[Dataset excerpt Boundary: Start]

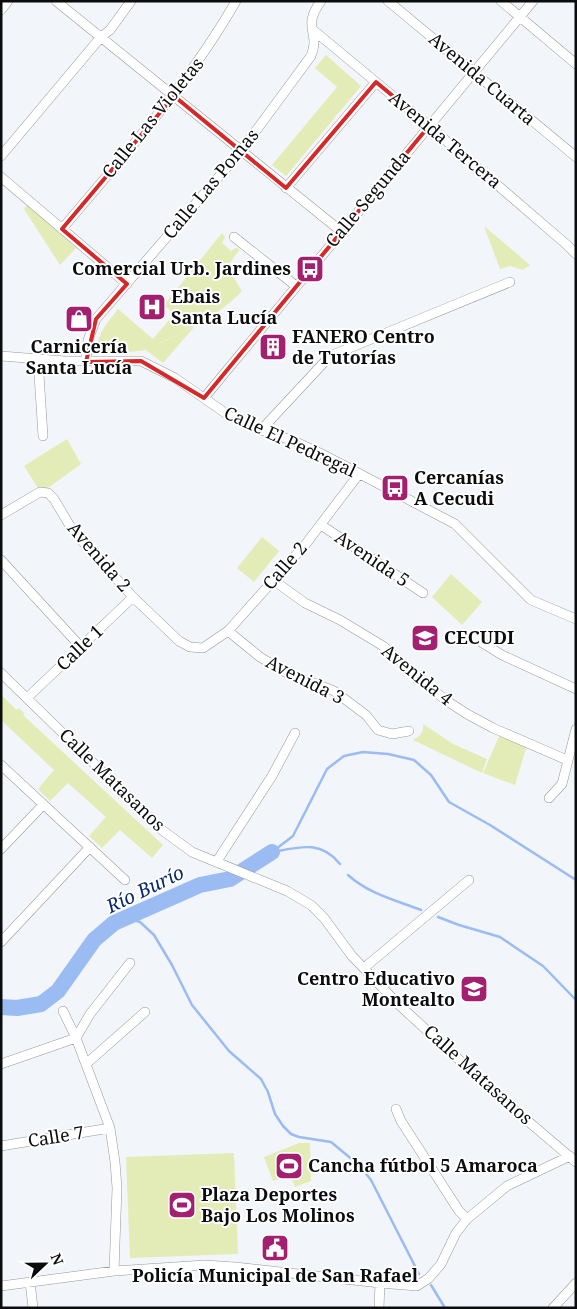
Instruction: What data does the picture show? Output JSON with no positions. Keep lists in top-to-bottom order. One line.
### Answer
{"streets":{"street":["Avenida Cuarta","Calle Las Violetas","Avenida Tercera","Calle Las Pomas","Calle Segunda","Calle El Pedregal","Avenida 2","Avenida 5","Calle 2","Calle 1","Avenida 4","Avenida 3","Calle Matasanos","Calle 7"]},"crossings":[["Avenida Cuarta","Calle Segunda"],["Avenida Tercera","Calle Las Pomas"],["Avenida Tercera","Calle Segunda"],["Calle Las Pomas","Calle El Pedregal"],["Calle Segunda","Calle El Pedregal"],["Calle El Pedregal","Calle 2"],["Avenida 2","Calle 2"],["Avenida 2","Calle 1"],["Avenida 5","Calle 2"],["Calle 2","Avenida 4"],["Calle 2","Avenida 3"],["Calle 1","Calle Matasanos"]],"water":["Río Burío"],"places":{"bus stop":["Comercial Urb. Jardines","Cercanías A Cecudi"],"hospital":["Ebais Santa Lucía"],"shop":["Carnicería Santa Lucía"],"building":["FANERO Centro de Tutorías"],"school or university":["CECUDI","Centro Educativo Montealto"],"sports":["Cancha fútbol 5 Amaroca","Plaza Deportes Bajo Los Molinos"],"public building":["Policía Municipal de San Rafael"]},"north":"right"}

[Dataset excerpt Boundary: End]

Pictures stay out. Everything else in the listing gets printed exactly.

Instruction: What data does the picture show? Output JSON with no positions. Keep lists in top-to-bottom order. One line.
### Answer
{"streets":{"street":["Avenida Cuarta","Calle Las Violetas","Avenida Tercera","Calle Las Pomas","Calle Segunda","Calle El Pedregal","Avenida 2","Avenida 5","Calle 2","Calle 1","Avenida 4","Avenida 3","Calle Matasanos","Calle 7"]},"crossings":[["Avenida Cuarta","Calle Segunda"],["Avenida Tercera","Calle Las Pomas"],["Avenida Tercera","Calle Segunda"],["Calle Las Pomas","Calle El Pedregal"],["Calle Segunda","Calle El Pedregal"],["Calle El Pedregal","Calle 2"],["Avenida 2","Calle 2"],["Avenida 2","Calle 1"],["Avenida 5","Calle 2"],["Calle 2","Avenida 4"],["Calle 2","Avenida 3"],["Calle 1","Calle Matasanos"]],"water":["Río Burío"],"places":{"bus stop":["Comercial Urb. Jardines","Cercanías A Cecudi"],"hospital":["Ebais Santa Lucía"],"shop":["Carnicería Santa Lucía"],"building":["FANERO Centro de Tutorías"],"school or university":["CECUDI","Centro Educativo Montealto"],"sports":["Cancha fútbol 5 Amaroca","Plaza Deportes Bajo Los Molinos"],"public building":["Policía Municipal de San Rafael"]},"north":"right"}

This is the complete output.